Insuflado por um inesperado ímpeto de coragem, levantei-me e comecei a balançar a rede:

— Quer que eu te balance? — indaguei tardiamente.

Mariana, quase com desdém, respondeu, pondo a revista no chão:

— Pode ser...

E fui recompensado com a visão que eu almejava, Mariana de corpo inteiro, em seu vestido curtíssimo donde escapava a calcinha rosa, o olhar lânguido embalado pelo balouçar da rede.

— E como está a namorada? — ela me perguntou.

— Que namorada? — retruquei.

— Aquela que te deixou triste, da vez passada.

Surpreendeu-me a memória dela, e como a imagem de Lúcia já havia quase se esvaído dos meus pensamentos, fui breve.

— Não estamos mais juntos. Ele me trocou por outro.

— É sempre assim... — ela riu — sempre gostamos de quem não gosta da gente.

E ela tinha razão; ali estava eu, literalmente aos pés dela, e não possuía qualquer expectativa de ser correspondido em meu afeto.

— Você quer ir até o riacho? — perguntei, costumávamos sempre ir lá para nadar, em outras épocas.

— Não estou com meu biquíni.

— A gente poder ir só para dar uma volta.

Mariana aceitou.

Percorremos a trilha até o ribeirão, Mariana catava flores no caminho, e eu cutucava os besouros com um graveto. Constrangia-nos um estranho silêncio, eu queria dizer tanta coisa, mas ao mesmo tempo, tinha vergonha.

A água do riacho estava gelada, Mariana mergulhou as pernas até os joelhos e eu fiz o mesmo. Ela sorriu para mim, senti um frio na barriga e meu coração disparou. Pensei que aquele era um dos momentos mais felizes da minha vida.

Mariana fez um gesto para que eu me aproximasse dela, algo me dizia que ela queria me beijar. Caminhei devagarzinho até ela e, quando estava a um palmo de distância, ela pôs as mãos sobre meus ombros e, num movimento inusitado, derrubou-me de cara na água gélida. Saiu correndo do rio, rindo como uma diabinha.

Esta brincadeira serviu para nos tornar mais íntimos nos dias seguintes. Passávamos a tarde inteira juntos, conversando, às vezes assuntos sérios — dentre todos os assuntos sérios que podem atormentar adolescentes, futura carreira, casamento, a existência de Deus —, mas quase sempre debatíamos frivolidades, brincadeiras tolas, piadas, e eu adorava ouvi-la rindo!
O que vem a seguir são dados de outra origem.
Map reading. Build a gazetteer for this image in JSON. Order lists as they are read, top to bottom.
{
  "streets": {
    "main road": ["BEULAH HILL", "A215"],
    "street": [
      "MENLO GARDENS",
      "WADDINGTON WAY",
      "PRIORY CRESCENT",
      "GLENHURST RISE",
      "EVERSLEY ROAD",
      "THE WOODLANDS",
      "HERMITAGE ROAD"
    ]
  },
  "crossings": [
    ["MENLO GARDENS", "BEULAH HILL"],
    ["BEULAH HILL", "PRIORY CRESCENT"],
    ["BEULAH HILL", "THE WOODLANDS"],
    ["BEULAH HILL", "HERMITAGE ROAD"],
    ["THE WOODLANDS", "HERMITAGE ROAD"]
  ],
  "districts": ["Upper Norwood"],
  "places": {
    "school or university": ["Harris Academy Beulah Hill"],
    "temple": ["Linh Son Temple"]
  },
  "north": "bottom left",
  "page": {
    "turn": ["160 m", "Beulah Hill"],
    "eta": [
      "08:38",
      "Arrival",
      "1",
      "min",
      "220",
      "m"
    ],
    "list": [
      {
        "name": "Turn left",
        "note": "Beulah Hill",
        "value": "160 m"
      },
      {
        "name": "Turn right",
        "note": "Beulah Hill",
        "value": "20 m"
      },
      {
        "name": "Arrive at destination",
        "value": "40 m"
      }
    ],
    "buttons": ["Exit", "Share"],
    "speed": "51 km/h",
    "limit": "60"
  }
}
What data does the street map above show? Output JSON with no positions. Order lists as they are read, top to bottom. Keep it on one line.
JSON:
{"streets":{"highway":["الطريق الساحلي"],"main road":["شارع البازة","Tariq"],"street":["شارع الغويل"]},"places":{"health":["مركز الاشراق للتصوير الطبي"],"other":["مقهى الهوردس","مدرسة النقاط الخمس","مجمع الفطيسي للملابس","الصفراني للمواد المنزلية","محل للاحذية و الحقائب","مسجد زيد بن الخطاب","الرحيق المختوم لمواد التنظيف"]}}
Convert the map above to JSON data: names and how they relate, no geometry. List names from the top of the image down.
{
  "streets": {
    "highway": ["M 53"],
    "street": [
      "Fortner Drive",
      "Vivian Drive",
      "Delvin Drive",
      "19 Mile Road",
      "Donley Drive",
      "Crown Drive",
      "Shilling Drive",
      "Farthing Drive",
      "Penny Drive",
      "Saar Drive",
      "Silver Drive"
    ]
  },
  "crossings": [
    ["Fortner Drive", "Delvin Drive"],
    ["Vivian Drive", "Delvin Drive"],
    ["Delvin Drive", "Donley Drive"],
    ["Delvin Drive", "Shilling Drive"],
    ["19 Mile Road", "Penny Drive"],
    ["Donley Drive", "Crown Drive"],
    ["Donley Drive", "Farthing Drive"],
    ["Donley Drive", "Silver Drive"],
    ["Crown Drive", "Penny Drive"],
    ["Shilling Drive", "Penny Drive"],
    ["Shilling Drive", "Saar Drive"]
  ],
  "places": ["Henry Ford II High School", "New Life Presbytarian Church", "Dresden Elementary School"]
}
Como nunca antes, a semana no interior voou; assistimos lado a lado a queima de fogos do réveillon patrocinada por um tio festeiro, e foi quando constatei que só tínhamos apenas mais três dias juntos. A minha resolução de conquistar Mariana — entenda-se, transar com ela — dependia do que ocorreria nestes próximos dias.

Mas a ansiedade me impediu de avançar, continuamos agindo como bons amigos, mesmo que eu não perdesse uma única oportunidade para espiar dentro dos decotes dela, para roçar meus dedos acidentalmente em suas coxas, ou para ouvir algum segredo que ela quisesse me contar, quase encostando seus lábios em meu ouvido.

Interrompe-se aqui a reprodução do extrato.